[Task inputs — start]

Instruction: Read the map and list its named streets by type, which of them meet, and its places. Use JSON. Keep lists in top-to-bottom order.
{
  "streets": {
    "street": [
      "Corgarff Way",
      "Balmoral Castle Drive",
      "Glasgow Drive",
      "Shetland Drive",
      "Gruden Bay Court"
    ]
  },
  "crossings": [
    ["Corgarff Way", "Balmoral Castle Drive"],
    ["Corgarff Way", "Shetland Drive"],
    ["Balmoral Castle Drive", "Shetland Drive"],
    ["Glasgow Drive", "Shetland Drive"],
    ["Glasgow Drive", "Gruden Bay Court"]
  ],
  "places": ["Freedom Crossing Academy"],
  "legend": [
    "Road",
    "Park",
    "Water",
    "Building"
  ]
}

[Task inputs — finish]

■ Work to complete ■
Every line of the data above is to be copied out exactly.

■ Answer below ■
Instruction: Read the map and list its named streets by type, which of them meet, and its places. Use JSON. Keep lists in top-to-bottom order.
{
  "streets": {
    "street": [
      "Corgarff Way",
      "Balmoral Castle Drive",
      "Glasgow Drive",
      "Shetland Drive",
      "Gruden Bay Court"
    ]
  },
  "crossings": [
    ["Corgarff Way", "Balmoral Castle Drive"],
    ["Corgarff Way", "Shetland Drive"],
    ["Balmoral Castle Drive", "Shetland Drive"],
    ["Glasgow Drive", "Shetland Drive"],
    ["Glasgow Drive", "Gruden Bay Court"]
  ],
  "places": ["Freedom Crossing Academy"],
  "legend": [
    "Road",
    "Park",
    "Water",
    "Building"
  ]
}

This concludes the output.